September: Media reports question then-GOP S.C. House Speaker Bobby Harrell’s reimbursements to himself from his campaign account for expenses, including use of his private plane. Harrell, R- Charleston, returns $23,000 to his campaign, saying he lacked documentation for some expenses.
October: Under pressure from watchdog groups to investigate, Attorney General Alan Wilson, R-Lexington, defers to the House Ethics Committee, which can investigate and punish state representatives.
January: Ashley Landess president of limited-government S.C. Policy Council think tank, says Harrell has abused his legislative powers.
February: Landess files a complaint with Wilson, who asks SLED to investigate. In her complaint, Landess says the House Ethics Committee has too many conflicts of interest to investigate Harrell. Wilson returns $7,000 in political contributions tied to Harrell, saying "appearance does matter."
Jan. 13: Wilson’s office announces the Harrell investigation will go before the statewide grand jury.
March 12: The State reports Harrell’s lawyers tried secretly to have a judge disqualify Wilson from the grand jury investigation.
July 9: The Supreme Court grants Wilson’s request to allow the investigation to continue.
Aug. 16: Harrell tells House Republicans the State Grand Jury investigation had ended without issuing any indictments. He says Wilson also removed himself from the case and handed it over to 1st Circuit Solicitor David Pascoe.
Sept. 10: Harrell is indicted on charges of using campaign money for personal expenses, filing false campaign disclosure reports and misconduct in office.
Oct. 23: Harrell pleads guilty to state charges of misusing campaign money and agrees to resign, agreeing to a plea deal that requires him to tell federal and state authorities of any illegal activities by others, including lawmakers, that he knows of.
September: The State reports state Rep. Jim Merrill, R-Berkeley, is one of the S.C. House of Representatives lawmakers named in a SLED report into State House corruption.
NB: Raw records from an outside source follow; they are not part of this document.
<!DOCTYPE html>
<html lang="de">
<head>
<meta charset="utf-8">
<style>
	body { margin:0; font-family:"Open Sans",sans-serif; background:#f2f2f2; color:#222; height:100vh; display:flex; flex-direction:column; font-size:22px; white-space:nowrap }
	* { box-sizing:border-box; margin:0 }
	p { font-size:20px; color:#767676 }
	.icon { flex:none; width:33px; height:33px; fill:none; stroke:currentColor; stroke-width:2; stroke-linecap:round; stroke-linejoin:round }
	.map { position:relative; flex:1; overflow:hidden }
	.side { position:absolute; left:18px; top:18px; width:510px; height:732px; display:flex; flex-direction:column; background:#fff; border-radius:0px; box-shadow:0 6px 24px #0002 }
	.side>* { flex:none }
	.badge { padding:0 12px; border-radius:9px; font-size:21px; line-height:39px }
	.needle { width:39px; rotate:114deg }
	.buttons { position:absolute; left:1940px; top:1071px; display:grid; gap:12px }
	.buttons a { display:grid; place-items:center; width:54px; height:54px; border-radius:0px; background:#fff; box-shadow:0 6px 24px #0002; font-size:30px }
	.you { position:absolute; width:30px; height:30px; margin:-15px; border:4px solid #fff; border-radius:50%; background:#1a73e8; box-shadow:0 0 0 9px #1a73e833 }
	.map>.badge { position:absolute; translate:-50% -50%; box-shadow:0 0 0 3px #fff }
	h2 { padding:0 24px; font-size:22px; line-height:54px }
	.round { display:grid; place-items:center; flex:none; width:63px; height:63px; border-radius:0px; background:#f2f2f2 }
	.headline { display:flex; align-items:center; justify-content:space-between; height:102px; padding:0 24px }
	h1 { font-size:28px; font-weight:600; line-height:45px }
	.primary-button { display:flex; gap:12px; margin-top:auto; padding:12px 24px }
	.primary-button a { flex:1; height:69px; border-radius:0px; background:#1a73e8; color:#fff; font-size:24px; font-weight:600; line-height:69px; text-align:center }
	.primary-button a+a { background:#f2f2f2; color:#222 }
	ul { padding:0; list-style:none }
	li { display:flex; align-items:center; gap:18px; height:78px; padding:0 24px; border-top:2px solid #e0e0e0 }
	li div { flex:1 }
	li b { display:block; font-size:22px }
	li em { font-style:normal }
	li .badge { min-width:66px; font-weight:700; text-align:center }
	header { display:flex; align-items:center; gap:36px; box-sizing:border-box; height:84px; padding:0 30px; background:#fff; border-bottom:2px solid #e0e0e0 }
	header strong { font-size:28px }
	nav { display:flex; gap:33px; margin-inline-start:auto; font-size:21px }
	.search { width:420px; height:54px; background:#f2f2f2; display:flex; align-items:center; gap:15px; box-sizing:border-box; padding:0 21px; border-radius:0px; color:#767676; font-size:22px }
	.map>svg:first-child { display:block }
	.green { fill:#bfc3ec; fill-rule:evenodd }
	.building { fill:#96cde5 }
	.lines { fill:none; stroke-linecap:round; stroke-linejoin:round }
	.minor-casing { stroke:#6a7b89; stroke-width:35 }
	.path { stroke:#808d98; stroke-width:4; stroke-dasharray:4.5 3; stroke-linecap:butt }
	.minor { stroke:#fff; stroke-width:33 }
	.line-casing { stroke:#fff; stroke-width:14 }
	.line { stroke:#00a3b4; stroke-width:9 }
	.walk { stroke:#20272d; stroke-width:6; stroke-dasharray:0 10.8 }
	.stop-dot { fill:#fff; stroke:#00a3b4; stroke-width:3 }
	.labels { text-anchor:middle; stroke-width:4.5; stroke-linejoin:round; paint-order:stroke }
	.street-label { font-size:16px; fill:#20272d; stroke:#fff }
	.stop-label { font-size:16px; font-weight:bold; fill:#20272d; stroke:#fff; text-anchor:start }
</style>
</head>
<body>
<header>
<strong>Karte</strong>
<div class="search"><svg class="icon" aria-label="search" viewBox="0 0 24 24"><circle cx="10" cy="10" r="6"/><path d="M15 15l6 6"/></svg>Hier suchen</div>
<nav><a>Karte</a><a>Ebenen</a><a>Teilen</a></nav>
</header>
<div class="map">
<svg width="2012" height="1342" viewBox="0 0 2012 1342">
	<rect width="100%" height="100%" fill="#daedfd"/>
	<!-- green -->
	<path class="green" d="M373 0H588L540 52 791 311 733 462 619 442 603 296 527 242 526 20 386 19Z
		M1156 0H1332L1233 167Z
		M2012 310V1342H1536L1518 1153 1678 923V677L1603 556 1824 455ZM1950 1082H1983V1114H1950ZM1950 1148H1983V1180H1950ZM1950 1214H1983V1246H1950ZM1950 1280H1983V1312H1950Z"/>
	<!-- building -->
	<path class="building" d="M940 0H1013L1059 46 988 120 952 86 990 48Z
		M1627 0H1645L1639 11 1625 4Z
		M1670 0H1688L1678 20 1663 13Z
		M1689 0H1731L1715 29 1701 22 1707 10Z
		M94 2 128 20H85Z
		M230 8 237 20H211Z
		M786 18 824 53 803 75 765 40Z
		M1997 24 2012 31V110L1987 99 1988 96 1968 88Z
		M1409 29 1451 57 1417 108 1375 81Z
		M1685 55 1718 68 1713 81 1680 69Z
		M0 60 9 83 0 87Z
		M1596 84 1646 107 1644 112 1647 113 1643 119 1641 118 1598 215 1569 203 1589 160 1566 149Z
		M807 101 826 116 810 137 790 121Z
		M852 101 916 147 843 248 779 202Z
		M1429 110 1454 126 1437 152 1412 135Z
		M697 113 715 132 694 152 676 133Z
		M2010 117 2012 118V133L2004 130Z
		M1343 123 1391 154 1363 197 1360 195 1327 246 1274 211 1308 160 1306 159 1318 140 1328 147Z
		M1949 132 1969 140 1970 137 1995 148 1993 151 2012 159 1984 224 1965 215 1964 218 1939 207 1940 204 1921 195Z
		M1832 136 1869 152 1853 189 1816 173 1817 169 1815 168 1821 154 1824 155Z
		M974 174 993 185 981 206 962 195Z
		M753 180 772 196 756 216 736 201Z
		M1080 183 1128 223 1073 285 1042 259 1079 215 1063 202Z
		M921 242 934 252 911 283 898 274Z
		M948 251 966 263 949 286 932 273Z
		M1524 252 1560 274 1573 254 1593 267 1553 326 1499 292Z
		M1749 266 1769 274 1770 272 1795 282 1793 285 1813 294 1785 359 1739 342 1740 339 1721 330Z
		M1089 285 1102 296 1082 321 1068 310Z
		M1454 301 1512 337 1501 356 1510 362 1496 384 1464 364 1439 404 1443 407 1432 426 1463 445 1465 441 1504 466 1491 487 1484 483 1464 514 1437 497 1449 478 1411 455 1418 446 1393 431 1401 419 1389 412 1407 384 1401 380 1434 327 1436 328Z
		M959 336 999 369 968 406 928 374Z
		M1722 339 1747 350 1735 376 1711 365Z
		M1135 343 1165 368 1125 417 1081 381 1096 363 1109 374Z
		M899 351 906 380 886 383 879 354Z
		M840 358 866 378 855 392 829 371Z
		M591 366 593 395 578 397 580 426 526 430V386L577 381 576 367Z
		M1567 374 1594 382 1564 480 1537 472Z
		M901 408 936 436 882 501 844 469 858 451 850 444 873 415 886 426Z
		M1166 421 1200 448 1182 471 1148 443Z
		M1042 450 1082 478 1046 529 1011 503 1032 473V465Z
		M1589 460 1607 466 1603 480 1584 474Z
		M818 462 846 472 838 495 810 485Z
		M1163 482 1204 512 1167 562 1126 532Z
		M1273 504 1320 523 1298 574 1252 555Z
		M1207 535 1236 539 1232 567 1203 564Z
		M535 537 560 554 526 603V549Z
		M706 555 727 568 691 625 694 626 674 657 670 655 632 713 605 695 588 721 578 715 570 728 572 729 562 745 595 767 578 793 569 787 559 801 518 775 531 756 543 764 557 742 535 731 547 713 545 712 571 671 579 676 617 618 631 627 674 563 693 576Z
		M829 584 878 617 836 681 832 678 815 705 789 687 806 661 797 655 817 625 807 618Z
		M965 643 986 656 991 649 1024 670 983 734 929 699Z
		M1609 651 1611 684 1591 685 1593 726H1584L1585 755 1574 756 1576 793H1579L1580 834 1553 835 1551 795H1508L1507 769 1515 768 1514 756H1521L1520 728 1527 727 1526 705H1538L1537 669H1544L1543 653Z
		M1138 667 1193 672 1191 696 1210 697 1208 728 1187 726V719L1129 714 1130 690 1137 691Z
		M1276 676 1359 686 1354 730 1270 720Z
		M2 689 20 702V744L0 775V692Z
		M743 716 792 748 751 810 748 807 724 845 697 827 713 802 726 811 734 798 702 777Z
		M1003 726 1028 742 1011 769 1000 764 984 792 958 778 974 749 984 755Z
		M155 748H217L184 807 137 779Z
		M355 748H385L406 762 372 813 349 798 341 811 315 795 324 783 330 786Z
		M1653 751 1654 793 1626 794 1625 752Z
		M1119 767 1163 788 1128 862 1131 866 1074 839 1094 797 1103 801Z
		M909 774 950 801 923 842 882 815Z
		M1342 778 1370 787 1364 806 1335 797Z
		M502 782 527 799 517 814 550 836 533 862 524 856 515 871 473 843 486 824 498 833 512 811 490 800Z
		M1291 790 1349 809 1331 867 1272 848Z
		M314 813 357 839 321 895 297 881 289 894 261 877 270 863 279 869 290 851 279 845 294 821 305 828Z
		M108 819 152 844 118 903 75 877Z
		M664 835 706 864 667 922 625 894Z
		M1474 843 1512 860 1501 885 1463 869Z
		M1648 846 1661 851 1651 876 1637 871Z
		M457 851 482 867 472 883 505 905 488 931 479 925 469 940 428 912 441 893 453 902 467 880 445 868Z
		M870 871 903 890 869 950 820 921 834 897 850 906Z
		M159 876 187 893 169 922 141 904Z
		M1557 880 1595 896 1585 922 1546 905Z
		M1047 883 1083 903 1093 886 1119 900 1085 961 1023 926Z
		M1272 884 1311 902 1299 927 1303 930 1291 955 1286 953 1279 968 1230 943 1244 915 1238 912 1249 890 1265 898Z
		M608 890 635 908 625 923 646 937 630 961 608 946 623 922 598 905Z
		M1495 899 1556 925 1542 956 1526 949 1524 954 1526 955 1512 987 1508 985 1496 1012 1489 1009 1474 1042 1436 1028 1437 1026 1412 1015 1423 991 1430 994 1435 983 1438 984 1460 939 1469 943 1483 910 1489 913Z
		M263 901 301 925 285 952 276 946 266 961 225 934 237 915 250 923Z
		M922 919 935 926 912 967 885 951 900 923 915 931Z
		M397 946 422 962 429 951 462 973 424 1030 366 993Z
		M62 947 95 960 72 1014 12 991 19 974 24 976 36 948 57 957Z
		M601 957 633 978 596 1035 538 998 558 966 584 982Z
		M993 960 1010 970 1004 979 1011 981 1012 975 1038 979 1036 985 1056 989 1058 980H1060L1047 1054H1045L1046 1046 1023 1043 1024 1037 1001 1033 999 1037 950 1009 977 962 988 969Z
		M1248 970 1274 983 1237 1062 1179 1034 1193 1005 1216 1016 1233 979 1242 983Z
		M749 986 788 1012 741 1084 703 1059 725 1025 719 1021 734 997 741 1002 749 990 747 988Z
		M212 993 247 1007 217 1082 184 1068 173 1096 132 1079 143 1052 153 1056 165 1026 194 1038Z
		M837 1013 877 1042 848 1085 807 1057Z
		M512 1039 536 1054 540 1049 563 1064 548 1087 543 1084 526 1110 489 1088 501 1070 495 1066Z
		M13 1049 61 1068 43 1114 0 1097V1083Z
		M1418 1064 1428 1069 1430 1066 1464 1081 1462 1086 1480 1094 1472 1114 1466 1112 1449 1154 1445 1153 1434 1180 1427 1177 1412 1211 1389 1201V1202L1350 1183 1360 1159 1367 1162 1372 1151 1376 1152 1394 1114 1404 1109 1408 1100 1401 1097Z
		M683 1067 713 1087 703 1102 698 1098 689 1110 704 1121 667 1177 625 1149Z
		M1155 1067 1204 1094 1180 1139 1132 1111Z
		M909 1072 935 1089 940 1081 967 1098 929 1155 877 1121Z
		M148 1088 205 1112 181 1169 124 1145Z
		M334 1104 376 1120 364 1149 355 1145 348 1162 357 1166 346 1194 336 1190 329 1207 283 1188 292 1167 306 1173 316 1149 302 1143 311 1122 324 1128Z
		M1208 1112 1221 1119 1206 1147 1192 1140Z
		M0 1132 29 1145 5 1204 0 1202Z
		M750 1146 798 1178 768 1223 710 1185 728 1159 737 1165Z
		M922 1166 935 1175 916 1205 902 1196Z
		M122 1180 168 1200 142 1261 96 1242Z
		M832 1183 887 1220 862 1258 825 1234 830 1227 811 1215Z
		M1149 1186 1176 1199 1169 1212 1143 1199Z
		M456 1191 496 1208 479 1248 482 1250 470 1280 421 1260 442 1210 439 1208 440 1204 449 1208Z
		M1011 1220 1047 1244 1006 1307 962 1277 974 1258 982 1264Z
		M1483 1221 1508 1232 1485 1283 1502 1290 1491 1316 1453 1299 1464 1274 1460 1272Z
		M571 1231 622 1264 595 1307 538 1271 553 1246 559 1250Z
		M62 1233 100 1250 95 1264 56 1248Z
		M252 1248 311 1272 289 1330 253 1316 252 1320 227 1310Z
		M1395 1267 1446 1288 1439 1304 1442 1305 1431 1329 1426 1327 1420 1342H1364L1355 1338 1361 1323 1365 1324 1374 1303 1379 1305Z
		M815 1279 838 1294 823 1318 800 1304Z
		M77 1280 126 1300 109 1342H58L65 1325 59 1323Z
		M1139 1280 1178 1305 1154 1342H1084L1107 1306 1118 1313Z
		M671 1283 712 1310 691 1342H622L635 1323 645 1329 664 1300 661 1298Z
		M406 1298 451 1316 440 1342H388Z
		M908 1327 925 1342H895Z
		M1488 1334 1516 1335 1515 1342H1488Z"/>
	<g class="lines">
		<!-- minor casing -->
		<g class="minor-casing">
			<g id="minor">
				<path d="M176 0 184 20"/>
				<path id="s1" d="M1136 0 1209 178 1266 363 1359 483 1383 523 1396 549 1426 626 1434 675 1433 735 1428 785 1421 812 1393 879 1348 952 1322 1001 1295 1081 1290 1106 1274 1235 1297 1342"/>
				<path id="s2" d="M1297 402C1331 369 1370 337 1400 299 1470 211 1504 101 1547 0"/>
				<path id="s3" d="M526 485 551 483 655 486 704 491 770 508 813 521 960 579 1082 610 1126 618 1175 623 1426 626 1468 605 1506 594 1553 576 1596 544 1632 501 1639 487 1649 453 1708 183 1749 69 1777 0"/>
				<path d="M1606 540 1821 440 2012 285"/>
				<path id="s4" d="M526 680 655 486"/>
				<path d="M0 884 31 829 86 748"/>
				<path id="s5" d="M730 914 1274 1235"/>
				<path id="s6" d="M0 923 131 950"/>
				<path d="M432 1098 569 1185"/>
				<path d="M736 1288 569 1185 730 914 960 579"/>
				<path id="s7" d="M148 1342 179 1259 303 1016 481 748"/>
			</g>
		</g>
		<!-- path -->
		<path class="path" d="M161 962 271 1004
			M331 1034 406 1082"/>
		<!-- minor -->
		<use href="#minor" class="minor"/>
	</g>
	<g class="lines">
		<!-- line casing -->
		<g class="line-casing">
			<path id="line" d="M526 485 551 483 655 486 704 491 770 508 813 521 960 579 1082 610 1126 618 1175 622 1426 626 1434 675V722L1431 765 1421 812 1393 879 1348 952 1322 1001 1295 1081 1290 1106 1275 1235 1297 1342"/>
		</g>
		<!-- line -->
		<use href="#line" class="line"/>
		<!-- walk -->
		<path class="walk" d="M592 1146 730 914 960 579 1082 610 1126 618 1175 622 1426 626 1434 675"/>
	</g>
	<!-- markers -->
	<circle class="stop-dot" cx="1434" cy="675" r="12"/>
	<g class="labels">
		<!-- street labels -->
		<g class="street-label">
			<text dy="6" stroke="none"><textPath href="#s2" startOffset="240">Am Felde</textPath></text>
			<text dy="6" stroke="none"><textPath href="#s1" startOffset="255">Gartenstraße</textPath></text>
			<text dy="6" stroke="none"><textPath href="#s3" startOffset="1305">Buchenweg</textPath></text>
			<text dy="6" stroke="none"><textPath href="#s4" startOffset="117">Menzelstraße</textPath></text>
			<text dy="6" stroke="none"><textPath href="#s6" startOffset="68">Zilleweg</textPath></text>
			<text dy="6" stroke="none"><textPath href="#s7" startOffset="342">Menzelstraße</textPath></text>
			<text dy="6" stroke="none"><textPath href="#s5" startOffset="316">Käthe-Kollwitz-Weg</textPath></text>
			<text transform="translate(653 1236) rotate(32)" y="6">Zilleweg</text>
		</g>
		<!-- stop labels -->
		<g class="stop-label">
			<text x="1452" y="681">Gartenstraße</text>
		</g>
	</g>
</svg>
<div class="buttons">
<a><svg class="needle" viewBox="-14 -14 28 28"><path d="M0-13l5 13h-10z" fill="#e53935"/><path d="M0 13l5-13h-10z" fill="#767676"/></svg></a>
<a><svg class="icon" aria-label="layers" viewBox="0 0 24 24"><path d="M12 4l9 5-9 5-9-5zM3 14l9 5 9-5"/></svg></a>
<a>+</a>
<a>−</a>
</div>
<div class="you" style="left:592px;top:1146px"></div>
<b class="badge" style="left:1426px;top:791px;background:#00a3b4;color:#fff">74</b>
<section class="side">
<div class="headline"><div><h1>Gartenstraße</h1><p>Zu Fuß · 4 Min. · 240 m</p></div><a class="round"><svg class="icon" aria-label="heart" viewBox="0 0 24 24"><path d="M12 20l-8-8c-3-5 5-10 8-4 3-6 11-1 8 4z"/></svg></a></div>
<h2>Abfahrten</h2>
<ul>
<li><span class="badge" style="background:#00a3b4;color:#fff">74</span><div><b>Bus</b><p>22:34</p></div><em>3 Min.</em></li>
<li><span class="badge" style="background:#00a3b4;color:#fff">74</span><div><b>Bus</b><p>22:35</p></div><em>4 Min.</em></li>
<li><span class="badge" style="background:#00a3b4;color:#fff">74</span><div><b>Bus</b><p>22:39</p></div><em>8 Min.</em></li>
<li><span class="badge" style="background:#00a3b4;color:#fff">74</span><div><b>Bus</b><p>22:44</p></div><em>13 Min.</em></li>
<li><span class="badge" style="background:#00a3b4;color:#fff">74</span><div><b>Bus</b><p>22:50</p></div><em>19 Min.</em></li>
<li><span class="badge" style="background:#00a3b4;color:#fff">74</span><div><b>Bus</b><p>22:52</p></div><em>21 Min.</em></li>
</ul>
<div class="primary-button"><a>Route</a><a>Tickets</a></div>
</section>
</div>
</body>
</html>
March 28: Wilson tries to fire Pascoe, after Pascoe asks the S.C. Supreme Court to allow him to use the statewide grand jury as part of his investigation, access that Pascoe says Wilson is denying him. Pascoe rejects the idea that Wilson — who previously removed himself from the investigation, citing a conflict of interest —can fire him, inviting the attorney general to meet him in court to decide the issue.
April 13: The State reports Wilson has close ties to two individuals named in a secret eight-page section of a SLED report into potential corruption in the S.C. General Assembly — state Rep. Rick Quinn, R-Lexington, and his father, Richard Quinn, as well as the father’s political consulting firm, Richard Quinn & Associates, which has advised Wilson. The Quinns are Republicans, as is Wilson. Merrill also was named in the report.
July 13: The S.C. Supreme Court rules, 4-1, that Wilson can’t stop Pascoe from investigating possible corruption in the General Assembly.
Sept. 22: The S.C. House Republican Caucus, which controls two-thirds of the seats in the S.C. House, says it has allowed investigators to review its financial records dating back to 1995.
Dec. 14: Pascoe announces Lowcountry S.C. House Rep. Jim Merrill has been indicted on 30 charges of misconduct in office and ethics violations.